MARKET DATA

Bangun Pabrik Gas dari Batu Bara, PTBA Gunakan Teknologi Bersih

Verda Nano Setiawan,  CNBC Indonesia
29 April 2026 19:40
Acara peresmian groundbreaking Proyek Hilirisasi Fase ke-2 pengembangan batu bara menjadi Dimethyl Ether (DME) di Kawasan Industri Bukit Asam PTBA di Tanjung Enim, Sumatra Selatan, Rabu (29/4/2026). (CNBC Indonesoa/Verda Nano Setiawan)
Foto: Acara peresmian groundbreaking Proyek Hilirisasi Fase ke-2 pengembangan batu bara menjadi Dimethyl Ether (DME) di Kawasan Industri Bukit Asam PTBA di Tanjung Enim, Sumatra Selatan, Rabu (29/4/2026). (CNBC Indonesoa/Verda Nano Setiawan)

Tanjung Enim, CNBC Indonesia - Presiden Prabowo Subianto baru saja meresmikan dimulainya pembangunan alias groundbreaking 13 proyek hilirisasi fase ke-2 dengan total nilai investasi diperkirakan mencapai Rp 116 triliun.

Adapun salah satu proyek yang diresmikan tersebut yaitu proyek hilirisasi batu bara menjadi Dimethyl Ether (DME) di Tanjung Enim, Sumatra Selatan.

Proyek DME ini diinisiasi oleh Danantara dan dieksekusi bersama oleh tiga Badan Usaha Milik Negara (BUMN) ini, yakni Holding BUMN Pertambangan MIND ID, PT Bukit Asam Tbk (PTBA), dan PT Pertamina (Persero).

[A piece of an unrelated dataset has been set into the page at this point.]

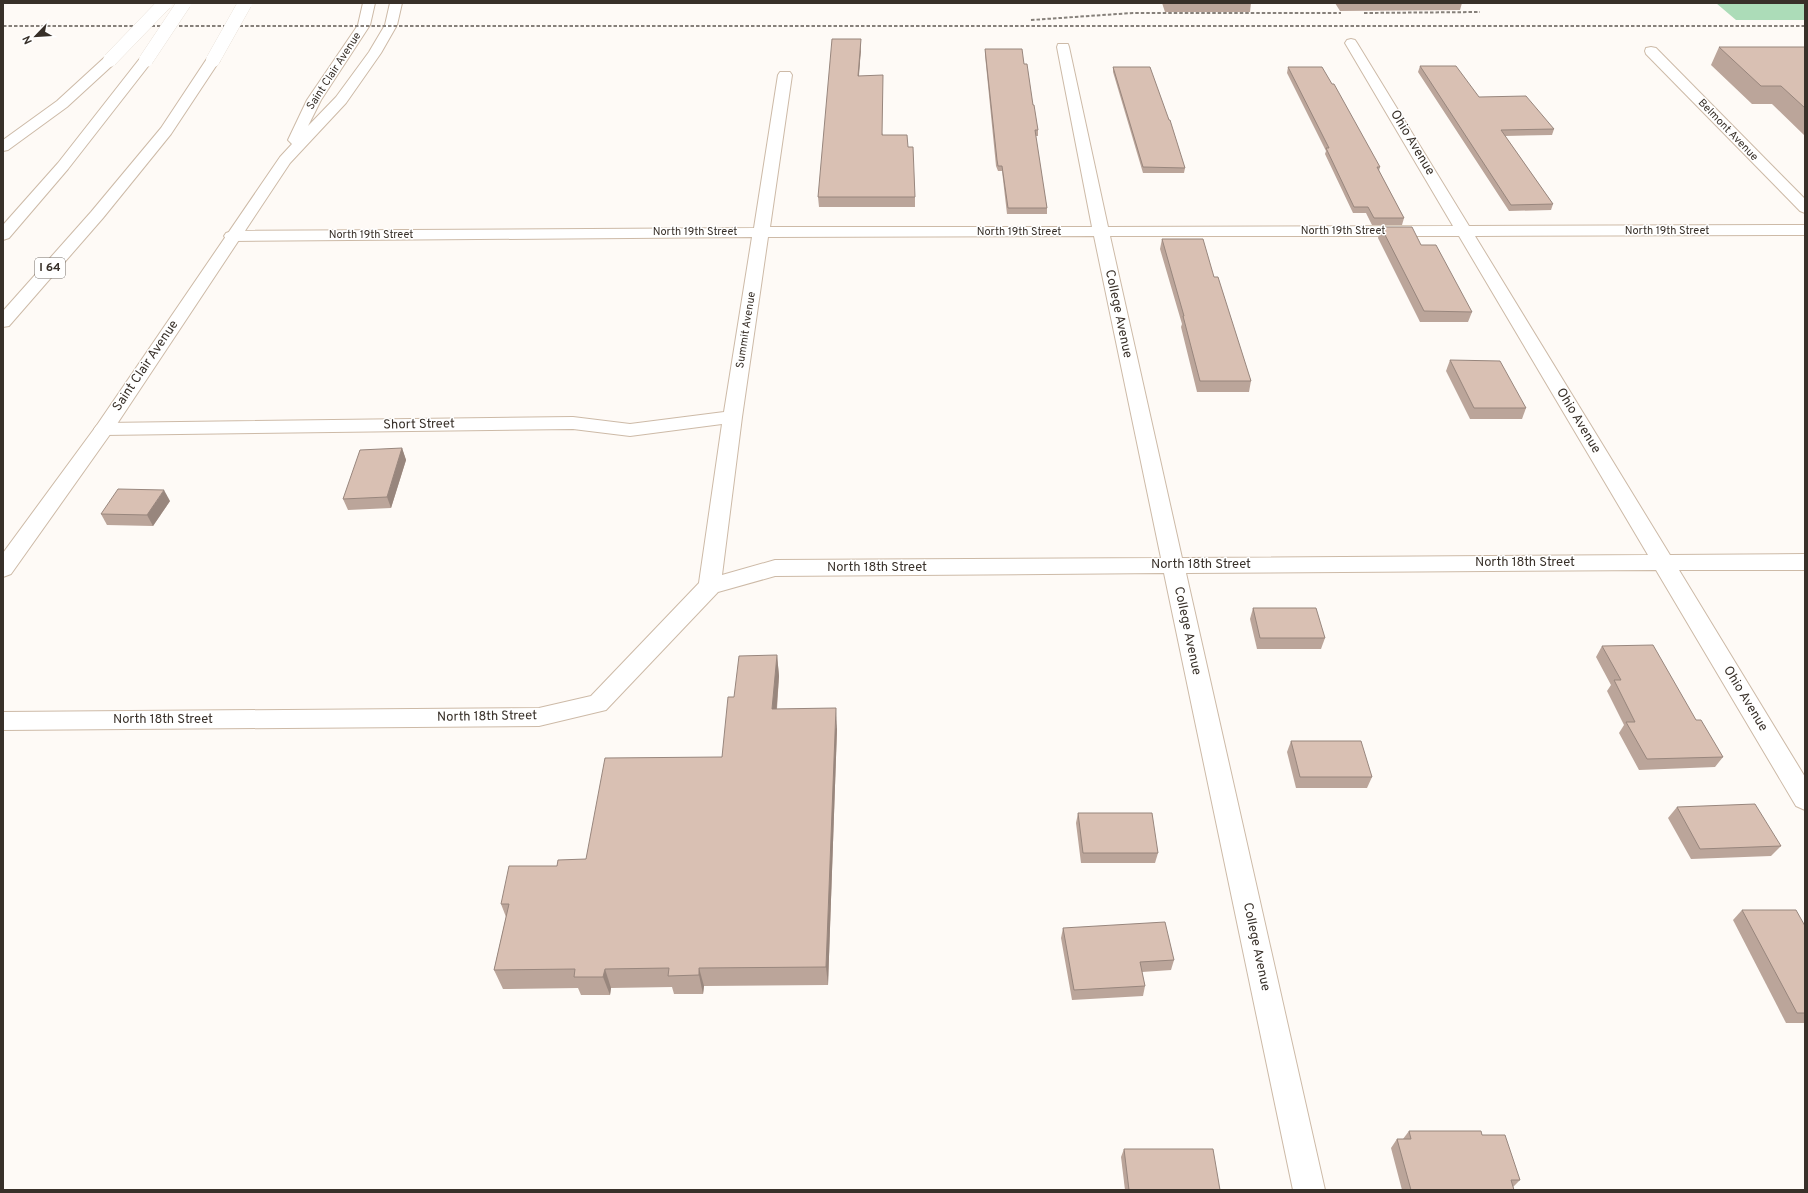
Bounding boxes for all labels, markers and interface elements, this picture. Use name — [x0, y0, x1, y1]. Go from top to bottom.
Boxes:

Direktur Hilirisasi dan Diversifikasi Produk PT Bukit Asam Tbk (PTBA) Turino Yulianto menegaskan bahwa proyek hilirisasi batu bara menjadi DME ini merupakan bagian dari Proyek Strategis Nasional (PSN) yang memiliki peran penting, khususnya dalam memperkuat ketahanan energi nasional.

Dia menyebut, proyek tersebut menggunakan clean coal technology yang mampu menekan emisi hingga 30-40% dibandingkan pembakaran batu bara secara langsung.

"Proyek ini menggunakan teknologi istilahnya clean coal technology di mana emisinya bisa turun 30-40% dibandingkan batu bara dibakar begitu saja," ungkapnya dalam acara groundbreaking Proyek Hilirisasi Fase ke-2 pengembangan batu bara menjadi Dimethyl Ether (DME) di Tanjung Enim, Sumatra Selatan, Rabu (29/4/2026).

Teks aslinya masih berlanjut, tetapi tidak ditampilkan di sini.